▸ **Activity**: Read through the entries below and return each line with the word "shadow".

▸ **Given records**:
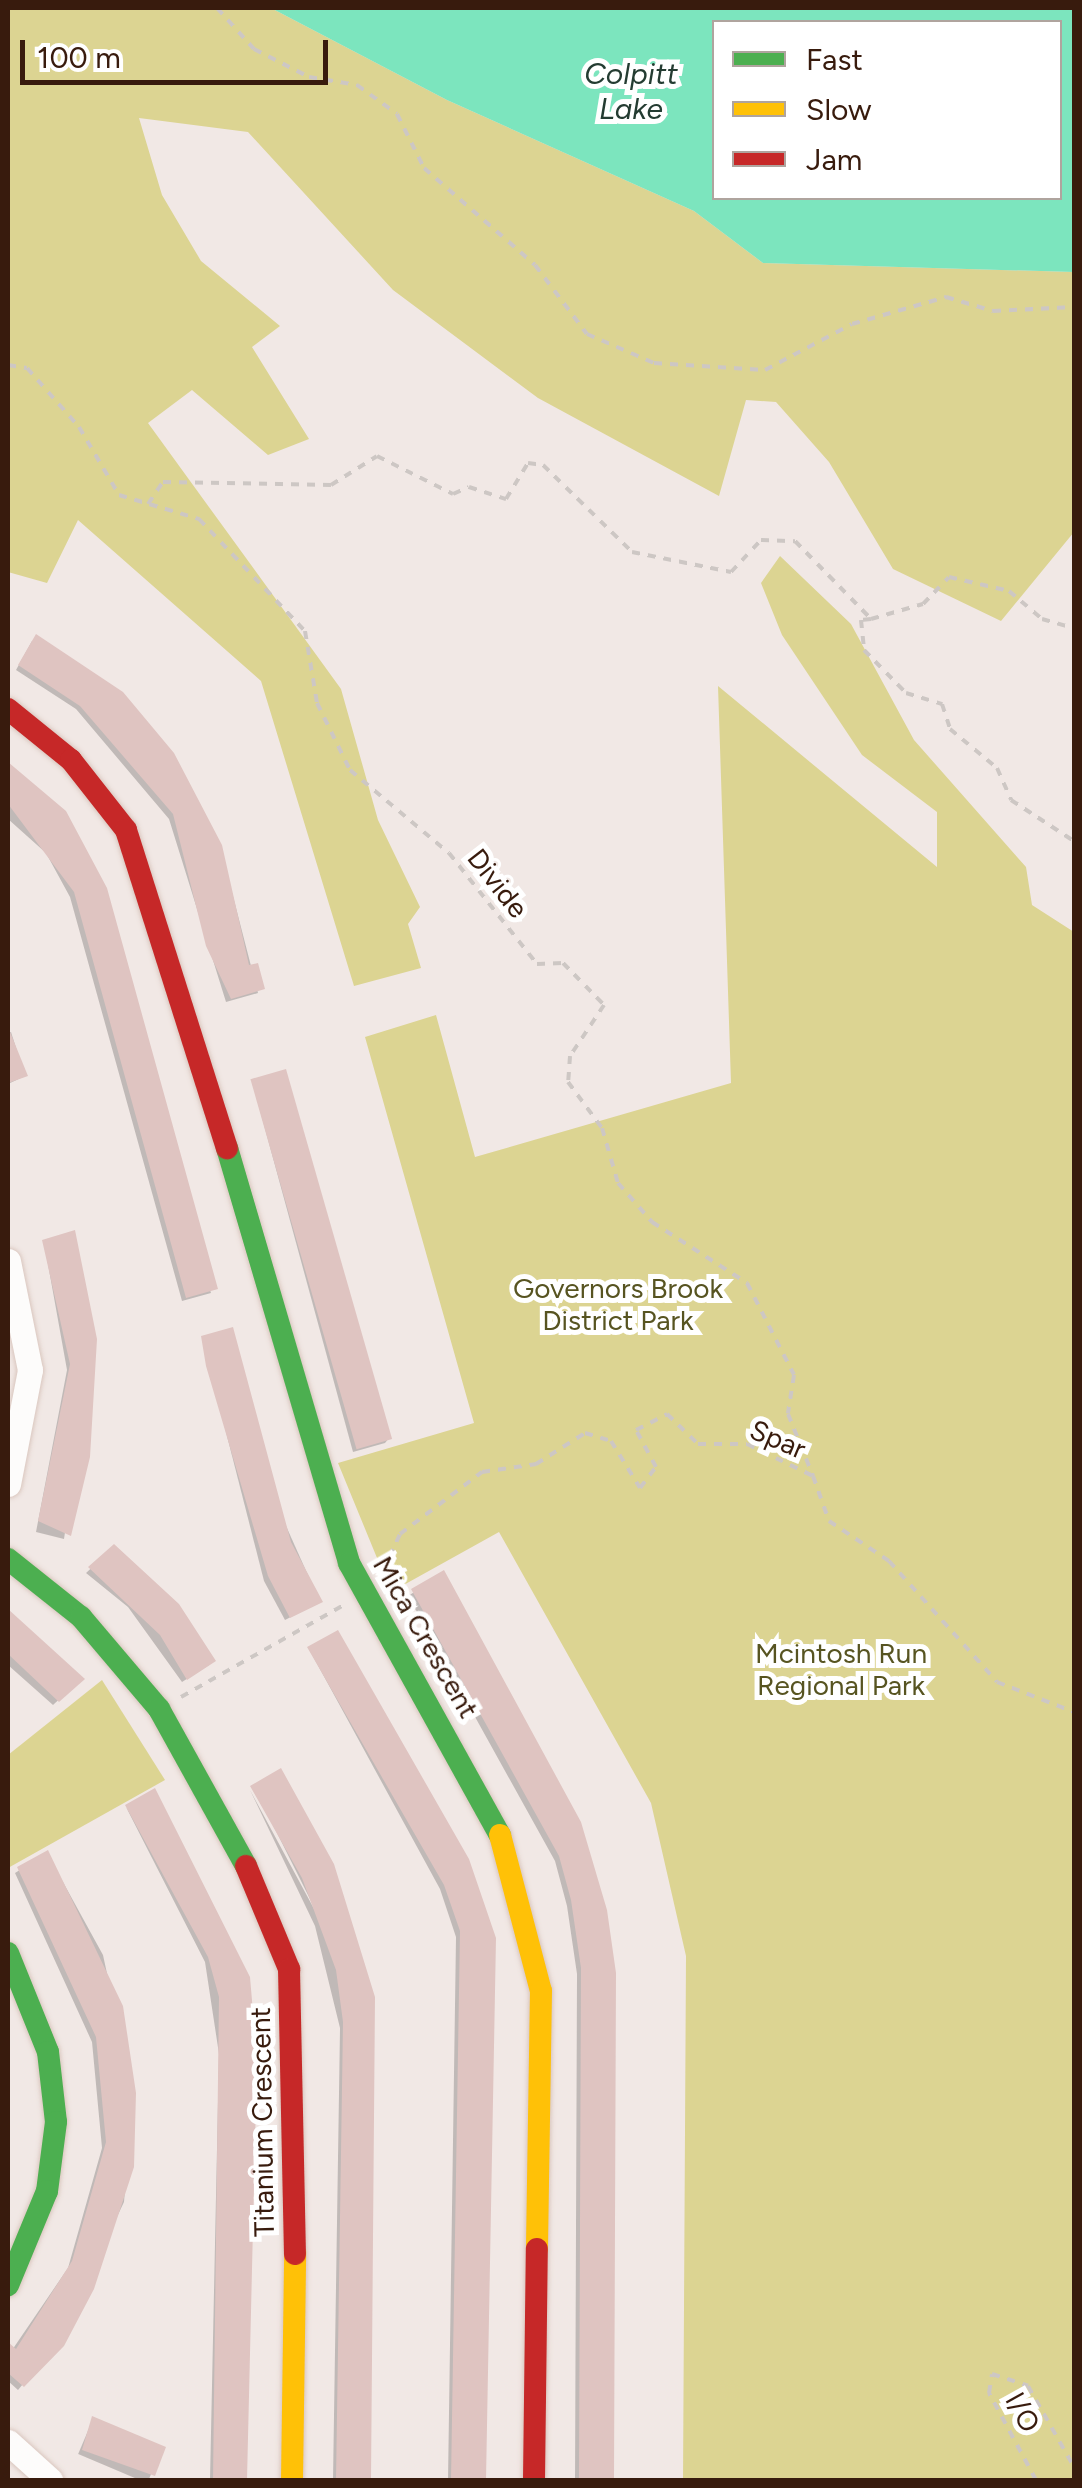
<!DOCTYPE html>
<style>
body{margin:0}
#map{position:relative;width:1082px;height:2488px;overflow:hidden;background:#f1e8e5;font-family:Figtree,sans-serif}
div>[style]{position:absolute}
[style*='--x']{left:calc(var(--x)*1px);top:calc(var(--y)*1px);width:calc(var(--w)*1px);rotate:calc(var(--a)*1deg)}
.green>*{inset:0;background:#dcd492}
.water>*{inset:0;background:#7ce5be}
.shadow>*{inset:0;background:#0003;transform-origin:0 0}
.building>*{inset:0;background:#dfc4c1;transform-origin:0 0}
.path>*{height:4px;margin-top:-2px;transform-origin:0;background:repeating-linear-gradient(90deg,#cdc7c4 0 8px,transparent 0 16px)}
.roads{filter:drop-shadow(0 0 2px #dac7bf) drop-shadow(0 0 2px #dac7bf)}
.street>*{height:25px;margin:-12.5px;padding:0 12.5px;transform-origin:12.5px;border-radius:12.5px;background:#fdfcfb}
.fast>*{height:22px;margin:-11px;padding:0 11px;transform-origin:11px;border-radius:11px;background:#4caf50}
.slow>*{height:22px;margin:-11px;padding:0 11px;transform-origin:11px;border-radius:11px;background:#ffc107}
.jam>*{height:22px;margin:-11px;padding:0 11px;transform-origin:11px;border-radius:11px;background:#c62828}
span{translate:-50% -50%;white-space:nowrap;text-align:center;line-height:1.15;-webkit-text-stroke:10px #fff;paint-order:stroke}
.street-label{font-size:28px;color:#381b0d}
.park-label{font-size:28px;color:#575421}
.water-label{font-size:30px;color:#243c32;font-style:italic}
.frame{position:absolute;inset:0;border:10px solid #381b0d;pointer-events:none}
.legend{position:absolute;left:712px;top:20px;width:350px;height:180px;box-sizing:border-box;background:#fff;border:2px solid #afa49e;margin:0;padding:12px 18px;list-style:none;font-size:30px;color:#381b0d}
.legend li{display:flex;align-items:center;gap:20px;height:50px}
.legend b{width:50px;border:2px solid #afa49e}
.scale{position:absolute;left:20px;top:40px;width:308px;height:45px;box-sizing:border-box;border:5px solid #381b0d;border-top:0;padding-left:12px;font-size:30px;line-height:35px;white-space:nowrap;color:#381b0d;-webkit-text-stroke:8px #fff;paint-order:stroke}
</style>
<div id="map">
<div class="green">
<i style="clip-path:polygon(8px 8px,271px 8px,447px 100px,694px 211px,763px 263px,1074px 272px,1074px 532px,1001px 621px,893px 569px,829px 462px,776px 402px,746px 400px,719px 496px,538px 398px,393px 290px,248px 132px,139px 118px,162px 195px,201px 261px,280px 326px,252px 347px,309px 439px,268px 455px,192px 390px,148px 423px,341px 689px,378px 820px,420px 907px,408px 924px,421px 968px,354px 986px,261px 681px,78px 520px,47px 583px,8px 572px)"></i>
<i style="clip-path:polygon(780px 556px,851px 624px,914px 740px,1026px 867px,1032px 905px,1074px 932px,1074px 2480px,683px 2480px,686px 1956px,651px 1803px,499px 1532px,391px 1592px,338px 1463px,474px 1423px,365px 1037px,436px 1015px,475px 1157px,731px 1083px,718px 686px,937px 867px,937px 812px,862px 755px,782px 635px,761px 583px)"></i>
<i style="clip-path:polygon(102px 1680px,165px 1780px,8px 1868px,8px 1755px)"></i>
</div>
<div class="water">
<i style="clip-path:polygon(evenodd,271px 8px,1074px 8px,1074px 272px,763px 263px,694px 211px,447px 100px,271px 8px,714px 22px,1060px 22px,1060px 198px,714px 198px,714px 22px)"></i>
</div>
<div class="shadow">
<i style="clip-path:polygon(32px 641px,220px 846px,258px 993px,226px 1002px,169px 819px,76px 709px,16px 670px)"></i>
<i style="clip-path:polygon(8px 765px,64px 813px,211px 1293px,182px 1301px,70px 897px,46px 853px,8px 819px)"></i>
<i style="clip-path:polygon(11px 1032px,25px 1076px,8px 1084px,8px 1033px)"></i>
<i style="clip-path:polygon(252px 1081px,389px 1438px,385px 1443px,353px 1452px)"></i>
<i style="clip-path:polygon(44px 1242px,95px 1340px,64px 1539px,36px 1532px,67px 1370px)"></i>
<i style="clip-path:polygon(202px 1338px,320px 1602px,285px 1620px,264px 1581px)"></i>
<i style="clip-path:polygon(114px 1547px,209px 1665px,182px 1682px,128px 1607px,86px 1573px)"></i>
<i style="clip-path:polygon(443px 1574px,613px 1973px,611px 2480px,575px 2480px,577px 1974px,567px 1906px,555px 1861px,408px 1596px)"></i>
<i style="clip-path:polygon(8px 1613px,81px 1679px,53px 1705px,8px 1665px)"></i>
<i style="clip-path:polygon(309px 1649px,493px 1938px,483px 2480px,448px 2480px,456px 1937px,440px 1889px)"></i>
<i style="clip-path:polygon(254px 1787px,372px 1998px,368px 2480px,333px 2480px,340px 2028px,315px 1926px,250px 1790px,326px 1931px)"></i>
<i style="clip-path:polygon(126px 1807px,247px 1978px,254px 2059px,245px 2480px,210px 2480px,219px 2054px,205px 1962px)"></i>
<i style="clip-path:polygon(47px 1853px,103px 1955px,133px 2093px,124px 2202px,58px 2342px,18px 2390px,8px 2381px,8px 2356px,68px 2268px,102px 2148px,92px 2042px,15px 1873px)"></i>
<i style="left:93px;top:2419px;width:75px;height:38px;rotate:23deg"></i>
</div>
<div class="building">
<i style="clip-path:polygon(36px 634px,123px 692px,174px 753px,222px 845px,249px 965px,258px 963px,265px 989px,231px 999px,206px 946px,173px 814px,80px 706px,18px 665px)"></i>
<i style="clip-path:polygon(8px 762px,66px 811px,107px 888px,218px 1289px,186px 1298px,74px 892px,8px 804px)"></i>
<i style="clip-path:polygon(8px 1027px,28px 1076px,8px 1083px)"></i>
<i style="left:286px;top:1069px;width:385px;height:37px;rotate:74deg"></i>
<i style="clip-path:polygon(75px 1230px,97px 1339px,90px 1457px,71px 1536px,38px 1521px,70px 1364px,42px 1240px)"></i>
<i style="clip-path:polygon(233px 1327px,291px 1542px,323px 1602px,290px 1618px,268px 1576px,206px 1366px,201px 1336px)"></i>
<i style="clip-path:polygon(114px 1544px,179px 1604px,216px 1661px,187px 1680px,160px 1635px,88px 1567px)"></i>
<i style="clip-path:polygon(444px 1570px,581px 1822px,607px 1910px,616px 1973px,614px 2480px,579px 2480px,581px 1968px,571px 1900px,559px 1856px,411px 1589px)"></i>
<i style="clip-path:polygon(8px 1609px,85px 1679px,59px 1702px,8px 1654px)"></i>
<i style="clip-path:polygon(338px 1630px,469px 1859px,496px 1938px,486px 2480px,451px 2480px,460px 1931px,444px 1885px,307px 1647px)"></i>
<i style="clip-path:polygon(281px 1768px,334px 1864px,375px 1997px,371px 2480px,336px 2480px,343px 2022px,336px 1970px,302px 1878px,250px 1786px)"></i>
<i style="clip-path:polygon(155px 1788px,250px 1977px,257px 2059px,247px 2480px,213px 2480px,219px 1997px,208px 1957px,125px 1805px)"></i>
<i style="clip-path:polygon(48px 1850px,123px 2006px,136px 2093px,134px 2167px,94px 2289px,64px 2346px,24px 2387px,8px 2373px,8px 2342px,16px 2349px,72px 2261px,106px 2142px,96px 2037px,17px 1867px)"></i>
<i style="clip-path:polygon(92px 2416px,166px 2447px,155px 2476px,82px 2450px)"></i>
</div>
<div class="path">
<i style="--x:217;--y:8;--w:55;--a:47.9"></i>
<i style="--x:254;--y:49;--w:62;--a:27"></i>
<i style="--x:309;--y:77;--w:49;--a:9.5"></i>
<i style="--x:357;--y:85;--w:49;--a:35.9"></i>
<i style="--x:397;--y:114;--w:60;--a:63.4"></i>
<i style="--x:424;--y:168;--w:147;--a:41.1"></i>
<i style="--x:535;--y:265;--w:86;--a:53"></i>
<i style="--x:587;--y:334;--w:73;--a:23.4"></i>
<i style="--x:654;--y:363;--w:111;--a:3.6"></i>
<i style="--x:765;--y:370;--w:98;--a:-27.9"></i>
<i style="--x:852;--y:324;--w:98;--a:-16"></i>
<i style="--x:946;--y:297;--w:49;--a:16.6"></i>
<i style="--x:993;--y:311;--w:81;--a:-2.8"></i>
<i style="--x:8;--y:365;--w:19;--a:9"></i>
<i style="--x:27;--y:368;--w:79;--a:48.6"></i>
<i style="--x:79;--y:427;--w:79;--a:59.5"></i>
<i style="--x:119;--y:495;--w:84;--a:16.7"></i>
<i style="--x:199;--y:519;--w:154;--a:46.6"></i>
<i style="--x:305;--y:631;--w:73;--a:80.5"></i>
<i style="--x:317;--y:703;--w:75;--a:63.8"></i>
<i style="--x:350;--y:770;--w:129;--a:40"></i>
<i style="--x:449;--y:853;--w:142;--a:51.6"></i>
<i style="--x:537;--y:964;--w:26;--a:-2"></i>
<i style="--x:563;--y:963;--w:59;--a:45.7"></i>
<i style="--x:604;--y:1005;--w:61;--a:123.7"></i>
<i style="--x:570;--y:1056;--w:26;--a:94"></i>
<i style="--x:568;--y:1082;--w:57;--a:53.5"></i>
<i style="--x:602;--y:1128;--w:57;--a:73.8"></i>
<i style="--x:618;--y:1183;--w:52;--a:48.9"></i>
<i style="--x:652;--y:1222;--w:113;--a:32.7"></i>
<i style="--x:747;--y:1283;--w:103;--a:62.9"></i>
<i style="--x:794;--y:1375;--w:39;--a:99"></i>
<i style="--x:788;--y:1414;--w:67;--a:68"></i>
<i style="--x:148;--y:504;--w:27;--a:-56"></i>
<i style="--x:163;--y:482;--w:168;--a:1"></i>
<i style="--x:331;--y:485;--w:54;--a:-32.2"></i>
<i style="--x:377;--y:456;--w:85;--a:26.6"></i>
<i style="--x:453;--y:494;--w:17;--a:-24"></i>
<i style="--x:469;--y:487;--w:39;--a:18"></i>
<i style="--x:506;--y:499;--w:42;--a:-58.6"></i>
<i style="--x:528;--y:463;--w:15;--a:8"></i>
<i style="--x:543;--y:465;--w:124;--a:44.3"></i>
<i style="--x:632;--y:552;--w:101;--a:11.4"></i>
<i style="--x:731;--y:572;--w:44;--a:-46.8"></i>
<i style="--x:761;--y:540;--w:34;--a:2"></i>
<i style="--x:795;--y:541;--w:109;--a:45.7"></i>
<i style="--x:871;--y:619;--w:10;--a:174"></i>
<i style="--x:861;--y:620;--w:30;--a:84"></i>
<i style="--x:864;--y:650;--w:60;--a:45.7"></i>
<i style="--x:906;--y:693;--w:38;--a:17"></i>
<i style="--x:942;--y:704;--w:26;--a:72"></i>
<i style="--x:950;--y:729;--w:61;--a:39.7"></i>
<i style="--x:997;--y:768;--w:35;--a:66"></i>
<i style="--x:1011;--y:800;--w:75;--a:33.1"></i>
<i style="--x:871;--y:619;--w:54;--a:-16.1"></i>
<i style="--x:923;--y:604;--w:37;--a:-46"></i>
<i style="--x:949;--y:577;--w:62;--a:13.1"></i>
<i style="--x:1009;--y:591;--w:43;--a:40.3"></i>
<i style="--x:1042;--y:619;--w:33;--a:16"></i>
<i style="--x:383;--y:1571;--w:41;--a:-65.3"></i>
<i style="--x:400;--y:1534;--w:103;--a:-37.1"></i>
<i style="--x:482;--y:1472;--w:55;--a:-8.4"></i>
<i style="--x:536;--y:1464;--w:58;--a:-32.3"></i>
<i style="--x:585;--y:1433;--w:27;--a:17"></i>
<i style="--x:611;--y:1441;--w:55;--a:58.3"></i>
<i style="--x:640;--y:1488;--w:26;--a:-53"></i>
<i style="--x:656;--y:1467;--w:42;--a:-118.4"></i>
<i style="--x:636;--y:1430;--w:35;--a:-27"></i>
<i style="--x:667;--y:1414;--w:43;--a:44.1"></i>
<i style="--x:698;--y:1444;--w:49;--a:0"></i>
<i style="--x:747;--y:1444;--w:73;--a:25.9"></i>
<i style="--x:813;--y:1476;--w:48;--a:70.4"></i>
<i style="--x:829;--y:1521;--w:72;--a:33.7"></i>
<i style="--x:889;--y:1561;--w:162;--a:48.2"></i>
<i style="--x:997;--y:1682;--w:83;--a:21.3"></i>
<i style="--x:181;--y:1697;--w:185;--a:-29.5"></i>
<i style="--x:1036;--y:2480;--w:99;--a:-118.4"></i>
<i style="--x:989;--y:2393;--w:19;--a:-81"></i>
<i style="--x:992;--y:2374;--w:38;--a:18"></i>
<i style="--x:1028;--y:2386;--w:93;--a:60.4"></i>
</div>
<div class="roads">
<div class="street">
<i style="--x:8;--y:1261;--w:111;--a:78.6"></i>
<i style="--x:30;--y:1370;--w:116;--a:100.9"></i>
<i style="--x:8;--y:2442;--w:57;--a:42.1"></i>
</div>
<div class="fast">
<i style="--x:227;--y:1148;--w:433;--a:73.6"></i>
<i style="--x:349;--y:1563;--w:311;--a:61"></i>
<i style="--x:8;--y:1559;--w:93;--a:38.5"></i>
<i style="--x:81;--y:1617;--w:121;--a:49.7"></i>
<i style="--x:159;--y:1709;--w:179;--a:61"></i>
<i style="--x:8;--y:1953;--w:107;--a:68"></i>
<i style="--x:48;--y:2052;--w:70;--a:83.5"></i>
<i style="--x:56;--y:2122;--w:70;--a:97.4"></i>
<i style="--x:47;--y:2191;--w:102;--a:112.5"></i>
</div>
<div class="slow">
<i style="--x:500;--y:1835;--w:161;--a:75.3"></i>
<i style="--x:541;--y:1991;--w:258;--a:90.9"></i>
<i style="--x:292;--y:2480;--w:226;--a:-89.2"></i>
</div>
<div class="jam">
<i style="--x:8;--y:709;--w:81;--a:39"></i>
<i style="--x:71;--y:760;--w:89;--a:51.8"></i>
<i style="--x:126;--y:830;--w:334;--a:72.4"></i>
<i style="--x:246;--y:1866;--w:112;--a:67.3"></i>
<i style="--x:289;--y:1969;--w:285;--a:88.8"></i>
<i style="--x:534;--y:2480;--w:231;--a:-89.3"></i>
</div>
</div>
<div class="street-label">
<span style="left:498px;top:883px;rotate:52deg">Divide</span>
<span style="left:778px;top:1439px;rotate:23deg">Spar</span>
<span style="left:426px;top:1637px;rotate:60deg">Mica Crescent</span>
<span style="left:262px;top:2122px;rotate:-91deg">Titanium Crescent</span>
<span style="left:1023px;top:2412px;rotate:61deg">I/O</span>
</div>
<div class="park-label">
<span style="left:618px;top:1304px">Governors Brook<br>District Park</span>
<span style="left:841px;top:1669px">Mcintosh Run<br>Regional Park</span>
</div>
<div class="water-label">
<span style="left:631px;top:91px">Colpitt<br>Lake</span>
</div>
<div class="frame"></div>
<ul class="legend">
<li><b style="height:12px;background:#4caf50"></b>Fast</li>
<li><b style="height:12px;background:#ffc107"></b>Slow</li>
<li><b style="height:12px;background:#c62828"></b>Jam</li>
</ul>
<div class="scale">100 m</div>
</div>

▸ **Response**:
.shadow>*{inset:0;background:#0003;transform-origin:0 0}
.roads{filter:drop-shadow(0 0 2px #dac7bf) drop-shadow(0 0 2px #dac7bf)}
<div class="shadow">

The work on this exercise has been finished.